When you come across a complex mathematical expression, your goal is to break it down into a simpler form. Simplifying expressions is a fundamental skill in algebra that allows us to reduce an equation to its most basic components, making it easier to understand and solve.

Simplification may involve combining like terms, eliminating parentheses, or reducing fractions. For example, in the problem \( -3(-6+8)^3 - 5(-3+5)^3 \), you start by addressing the arithmetic inside the parentheses before moving onto other operations. This makes the subsequent steps more manageable and reduces the risk of error.

By simplifying the components within the parentheses \( -6+8 \) to \( 2 \) and \( -3+5 \) to \( 2 \), the problem becomes easier to solve, as you are then dealing with smaller numbers or simpler expressions.

A key concept when dealing with exponential expressions is the power rule.

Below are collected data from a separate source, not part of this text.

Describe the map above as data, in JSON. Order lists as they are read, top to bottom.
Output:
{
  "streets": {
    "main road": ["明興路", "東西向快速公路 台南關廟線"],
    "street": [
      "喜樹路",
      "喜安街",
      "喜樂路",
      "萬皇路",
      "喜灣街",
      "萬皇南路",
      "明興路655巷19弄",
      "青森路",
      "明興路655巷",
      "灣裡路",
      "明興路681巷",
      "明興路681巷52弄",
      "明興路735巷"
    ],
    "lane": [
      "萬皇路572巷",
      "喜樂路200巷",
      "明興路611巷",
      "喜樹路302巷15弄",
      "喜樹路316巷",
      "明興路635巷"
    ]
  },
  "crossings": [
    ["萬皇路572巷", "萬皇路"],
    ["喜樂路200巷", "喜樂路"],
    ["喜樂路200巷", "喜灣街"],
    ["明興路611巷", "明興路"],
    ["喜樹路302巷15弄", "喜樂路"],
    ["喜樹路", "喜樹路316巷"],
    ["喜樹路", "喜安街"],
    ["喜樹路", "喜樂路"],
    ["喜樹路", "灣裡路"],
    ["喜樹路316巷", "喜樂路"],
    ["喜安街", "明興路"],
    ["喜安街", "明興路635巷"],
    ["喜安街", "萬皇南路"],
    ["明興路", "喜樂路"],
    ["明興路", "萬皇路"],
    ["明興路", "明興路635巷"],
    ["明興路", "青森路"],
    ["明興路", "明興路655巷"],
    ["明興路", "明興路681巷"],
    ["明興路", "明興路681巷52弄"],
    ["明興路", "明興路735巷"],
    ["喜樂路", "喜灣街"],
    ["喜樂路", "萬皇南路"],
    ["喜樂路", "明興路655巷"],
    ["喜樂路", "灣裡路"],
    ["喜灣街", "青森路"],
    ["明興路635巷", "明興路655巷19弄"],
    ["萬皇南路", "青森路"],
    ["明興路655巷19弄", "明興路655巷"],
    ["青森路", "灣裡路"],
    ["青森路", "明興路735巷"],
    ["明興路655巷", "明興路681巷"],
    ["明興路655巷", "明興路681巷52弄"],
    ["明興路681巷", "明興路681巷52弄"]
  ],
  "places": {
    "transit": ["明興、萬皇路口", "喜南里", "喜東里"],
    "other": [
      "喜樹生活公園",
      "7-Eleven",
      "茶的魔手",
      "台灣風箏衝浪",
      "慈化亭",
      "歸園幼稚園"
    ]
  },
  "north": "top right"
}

This principle is crucial for simplifying expressions that involve powers or exponents.

The power rule states that to raise a number to a power, you multiply the number by itself as many times as the exponent indicates. For instance, in the expression \( 2^3 \), you would multiply \( 2 \times 2 \times 2 \) to get \( 8 \). In our exercise, both instances of \( 2 \) are raised to the third power, \( 2^3 \), and simplifying these according to the power rule gives us a value of \( 8 \) for each.

It's essential to accurately apply the power rule before combining the terms in an algebraic expression, as it directly affects the outcome of the solution.

BIDMAS/BODMAS is an acronym used to remember the order of operations in mathematics: Brackets, Indices (powers and roots), Division and Multiplication, and Addition and Subtraction. Understanding BIDMAS/BODMAS is critical for correctly simplifying expressions.

The exercise \( -3(-6+8)^3 - 5(-3+5)^3 \) requires us to apply BIDMAS/BODMAS as follows:

• First, deal with what's inside the Brackets: Simplify \( -6+8 \) and \( -3+5 \) to \( 2 \) each.
• Next, apply the rule of Indices: Calculate the cube (third power) of \( 2 \) to get \( 8 \) for each expression.
• Then, address the Multiplication by -3 and -5 respectively.
• Finally, carry out the Addition (or in this case, adding negative numbers) to combine the results, which completes the simplification process to arrive at the solution \( -64 \) for the given problem.

It's crucial that operations are performed in the correct BIDMAS/BODMAS order to avoid mistakes and arrive at the right answer.